Stepping from Obscurity: Why Avril Coleridge-Taylor Deserves to Be Heard

This talented musician always experienced the weight of her parent’s reputation. As the daughter of Samuel Coleridge-Taylor, among the best-known UK composers of the early 20th century, Avril’s name was enveloped in the deep shadows of bygone eras.

An Inaugural Recording

Earlier this year, I sat with these legacies as I got ready to make the world premiere recording of her concerto for piano composed in 1936. Boasting impassioned harmonies, expressive melodies, and bold rhythms, her composition will grant audiences valuable perspective into how she – an artist in conflict originating from the early 1900s – envisioned her existence as a female composer of color.

Legacy and Reality

Yet about the past. It requires time to adjust, to perceive forms as they actually appear, to distinguish truth from misinterpretation, and I was reluctant to face her history for some time.

I deeply hoped the composer to be following in her father’s footsteps. Partially, this was true. The pastoral English palettes of her father’s impact can be heard in several pieces, including From the Hills (1934) and Sussex Landscape (1940). But you only have to review the headings of her family’s music to see how he identified as not just a standard-bearer of British Romantic style and also a representative of the Black diaspora.
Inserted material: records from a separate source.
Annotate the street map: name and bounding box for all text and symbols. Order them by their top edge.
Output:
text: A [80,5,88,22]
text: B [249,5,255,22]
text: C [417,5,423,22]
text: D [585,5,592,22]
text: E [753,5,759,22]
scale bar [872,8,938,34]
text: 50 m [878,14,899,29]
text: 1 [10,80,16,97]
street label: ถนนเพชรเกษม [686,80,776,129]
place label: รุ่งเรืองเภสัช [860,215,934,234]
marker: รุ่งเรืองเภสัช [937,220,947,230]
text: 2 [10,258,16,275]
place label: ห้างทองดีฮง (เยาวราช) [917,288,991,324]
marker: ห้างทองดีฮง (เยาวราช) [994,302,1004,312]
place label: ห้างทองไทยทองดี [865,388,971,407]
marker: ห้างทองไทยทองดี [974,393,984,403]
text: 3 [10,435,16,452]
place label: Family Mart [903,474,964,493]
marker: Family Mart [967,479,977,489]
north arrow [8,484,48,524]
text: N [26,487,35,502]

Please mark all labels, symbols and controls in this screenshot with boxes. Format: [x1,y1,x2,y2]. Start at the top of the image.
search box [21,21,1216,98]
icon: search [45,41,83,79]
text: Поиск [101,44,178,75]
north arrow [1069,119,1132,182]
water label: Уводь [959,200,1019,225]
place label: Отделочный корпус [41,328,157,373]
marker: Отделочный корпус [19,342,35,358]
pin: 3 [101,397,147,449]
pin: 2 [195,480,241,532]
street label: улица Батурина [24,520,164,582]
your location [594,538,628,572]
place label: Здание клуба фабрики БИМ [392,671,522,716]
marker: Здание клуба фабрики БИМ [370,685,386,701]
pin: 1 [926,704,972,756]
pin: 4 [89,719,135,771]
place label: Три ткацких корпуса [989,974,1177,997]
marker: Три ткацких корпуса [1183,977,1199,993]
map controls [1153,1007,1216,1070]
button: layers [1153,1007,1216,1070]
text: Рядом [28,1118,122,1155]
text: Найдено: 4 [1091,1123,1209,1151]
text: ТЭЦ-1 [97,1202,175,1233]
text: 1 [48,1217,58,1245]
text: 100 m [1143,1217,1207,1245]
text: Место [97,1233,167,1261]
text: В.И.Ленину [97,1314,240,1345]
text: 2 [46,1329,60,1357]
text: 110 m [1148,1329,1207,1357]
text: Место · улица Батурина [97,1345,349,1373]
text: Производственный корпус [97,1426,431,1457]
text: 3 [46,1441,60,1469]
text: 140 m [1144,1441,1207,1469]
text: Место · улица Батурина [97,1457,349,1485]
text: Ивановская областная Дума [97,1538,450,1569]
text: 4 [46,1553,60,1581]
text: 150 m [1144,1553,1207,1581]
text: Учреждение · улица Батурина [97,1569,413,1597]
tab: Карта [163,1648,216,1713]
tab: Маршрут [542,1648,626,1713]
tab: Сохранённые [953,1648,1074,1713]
This was where father and daughter seemed to diverge.

American society assessed the composer by the brilliance of his compositions instead of the his racial background.

Parental Heritage

While he was studying at the Royal College of Music, the composer – the child of a Sierra Leonean father and a Caucasian parent – turned toward his heritage. Once the African American poet the renowned Dunbar arrived in England in the late 19th century, the aspiring artist actively pursued him. He set Dunbar’s African Romances into music and the subsequent year used the poet’s words for an opera, Dream Lovers. Subsequently arrived the choral piece that put Samuel on the map: Hiawatha’s Wedding Feast.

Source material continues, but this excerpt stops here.